Extrait de « Bienvenue à Oakland » de Eric Miles Williamson

par Hugues

Moi je suis pas de ces tapettes qui boivent du vin et mangent des sushis, qui se battent  pour des causes dont il ne savent absolument rien – ils se disent féministes, bon Dieu ! – et portent des pompes de sécurité parce que c’est « branché », alors qu’elles ont jamais vu la couleur du béton ou du bitume brûlant, qui s’achètent des jeans délavés et déchirés ou boivent de la Bud parce que c’est cool, et parce que c’est tout ce qu’ils peuvent se payer. Rien à voir avec ces types dans les cafés, qui se donnent l’air d’avoir quelque chose d’important à écrire dans leurs cahiers, habillés tout en noir parce que ça les rend cool et pas parce que tes fringues de travail Ben Davis, si elles sont noires, c’est parce que les taches, sur le noir, ça se voit pas. 

Ce livre ne raconte pas comment j’ai surmonté l’adversité ou lutté contre mon environnement, parce que j’aime et que j’ai toujours aimé mon milieu – sauf la fois où j’ai fais le snob en épousant une fille des quartiers résidentiels.
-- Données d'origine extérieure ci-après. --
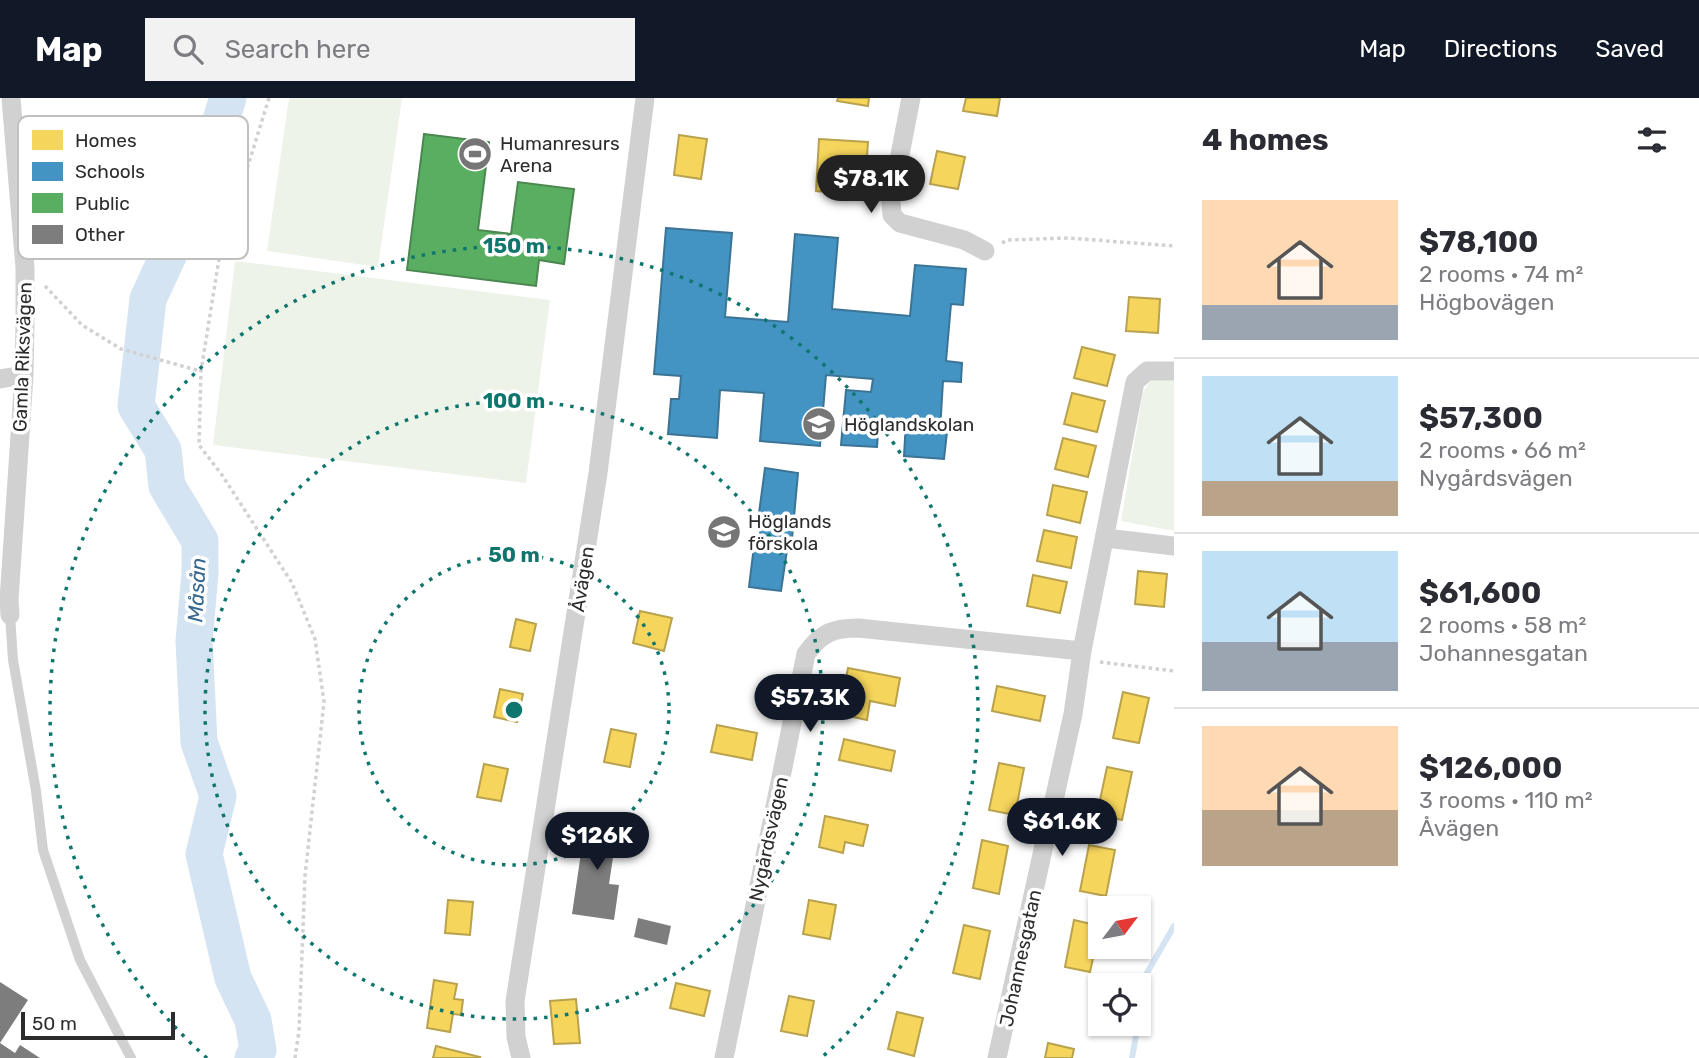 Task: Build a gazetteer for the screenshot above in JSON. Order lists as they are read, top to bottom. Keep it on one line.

Ce livre parle des gens qui travaillent pour gagner leur vie, les gens qui se salissent et ne seront jamais propres, les gens qui se lavent les mains à la térébenthine, au solvant, ou à l’eau de Javel  et se récurent tellement souvent la peau avec des produits chimiques qu’elle se dessèche et brille comme du cuir tanné – quand ils pèlent comme un serpent qui mue, en dessous, il reste encore de la graisse, de l’huile, et de la crasse, imprégnées jusqu’à l’os. Pour toi, ce sont des personnages, pour moi, c’est la famille, c’est ceux avec qui j’ai grandi. C’est mon père qui a retapé des pneus de camions jusqu’à en crever; c’est mon frère, qui s’est fait tuer par un gang mexicain dans les rues d’Oakland ; c’est mon autre frère, mort, éclaté sur un lampadaire après une nuit de biture ; c’est les types avec qui je bossais sur les chantiers, morts par douzaines dans des accidents débiles dont il n’étaient pas responsables ; c’est les Hell’s Angels, qui m’ont élevé et m’ont fait une fiesta d’enfer à Oakland dans le bar-restau de chez Dick, après la parution de la première partie de cette histoire, avec un videur devant la porte pour empêcher les non-fumeurs d’entrer – ce jour-là, les mecs m’ont raconté des détails sordides que j’avais oubliés ou dont  je n’avais jamais entendu parler, ou alors que j’avais négligé de coucher noir sur blanc de peur qu’ils ne s’en trouvent pas flattés, alors qu’en fait, si, ils l’auraient été.